▼

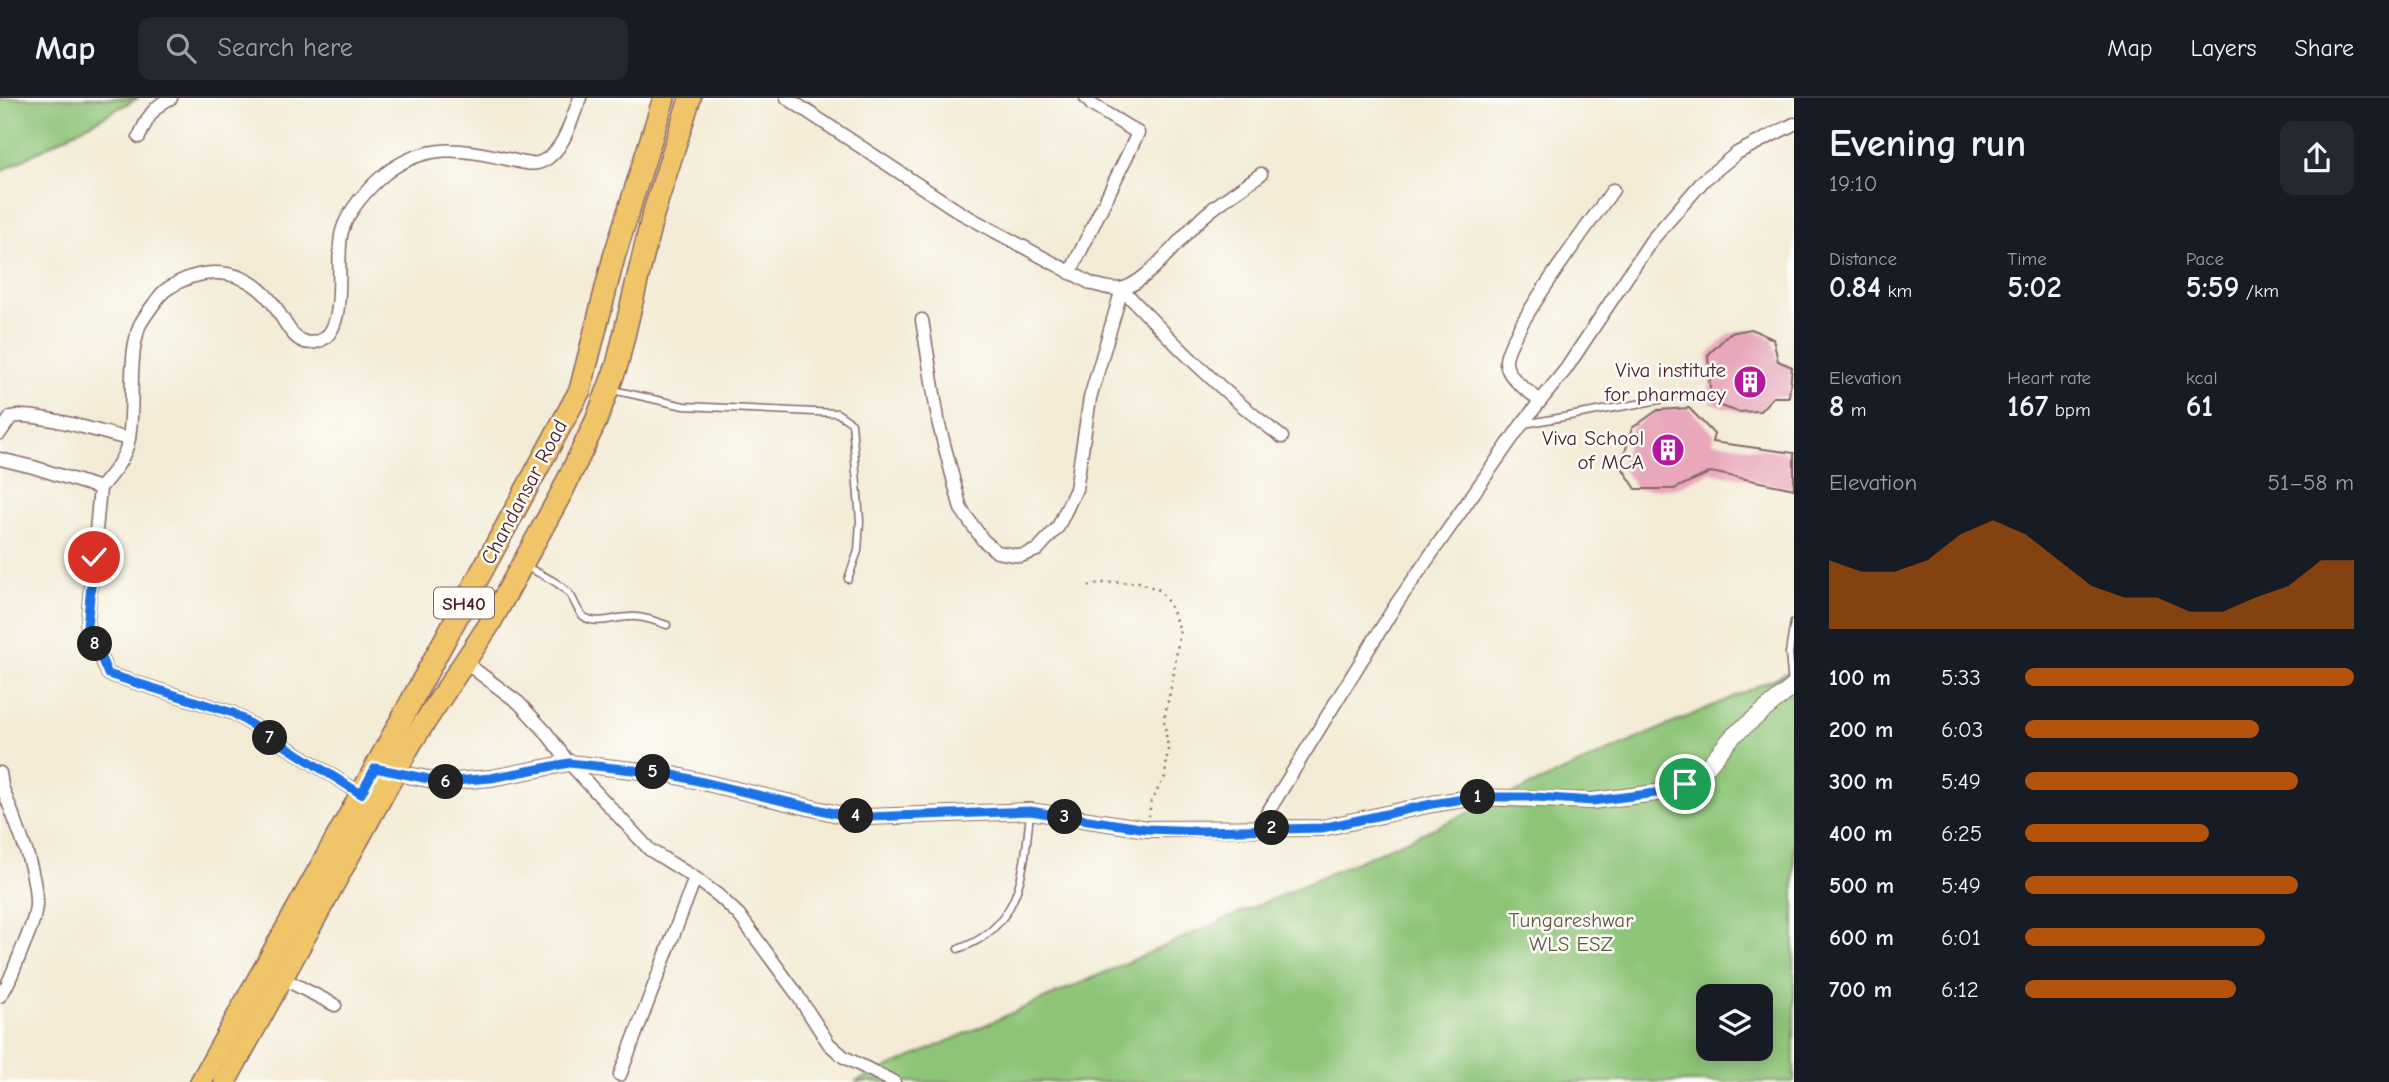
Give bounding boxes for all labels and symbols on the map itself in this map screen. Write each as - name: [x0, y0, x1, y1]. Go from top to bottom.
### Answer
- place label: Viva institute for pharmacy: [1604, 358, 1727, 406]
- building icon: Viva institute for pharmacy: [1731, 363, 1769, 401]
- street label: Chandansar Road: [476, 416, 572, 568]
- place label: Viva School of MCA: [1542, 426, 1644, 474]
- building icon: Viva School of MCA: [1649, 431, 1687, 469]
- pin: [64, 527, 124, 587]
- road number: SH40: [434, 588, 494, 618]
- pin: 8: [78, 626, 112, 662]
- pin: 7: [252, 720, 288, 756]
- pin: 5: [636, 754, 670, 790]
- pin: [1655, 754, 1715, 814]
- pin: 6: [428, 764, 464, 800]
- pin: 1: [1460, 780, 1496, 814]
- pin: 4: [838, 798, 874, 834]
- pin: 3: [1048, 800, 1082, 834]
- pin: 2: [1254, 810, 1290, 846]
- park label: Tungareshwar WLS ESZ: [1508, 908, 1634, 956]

▲

-- EXERCISE DESCRIPTION --
Skipping the images, write out the whole listing exactly.

-- EXERCISE ANSWER --
Give bounding boxes for all labels and symbols on the map itself in this map screen. Write each as - name: [x0, y0, x1, y1]. Go from top to bottom.
### Answer
- place label: Viva institute for pharmacy: [1604, 358, 1727, 406]
- building icon: Viva institute for pharmacy: [1731, 363, 1769, 401]
- street label: Chandansar Road: [476, 416, 572, 568]
- place label: Viva School of MCA: [1542, 426, 1644, 474]
- building icon: Viva School of MCA: [1649, 431, 1687, 469]
- pin: [64, 527, 124, 587]
- road number: SH40: [434, 588, 494, 618]
- pin: 8: [78, 626, 112, 662]
- pin: 7: [252, 720, 288, 756]
- pin: 5: [636, 754, 670, 790]
- pin: [1655, 754, 1715, 814]
- pin: 6: [428, 764, 464, 800]
- pin: 1: [1460, 780, 1496, 814]
- pin: 4: [838, 798, 874, 834]
- pin: 3: [1048, 800, 1082, 834]
- pin: 2: [1254, 810, 1290, 846]
- park label: Tungareshwar WLS ESZ: [1508, 908, 1634, 956]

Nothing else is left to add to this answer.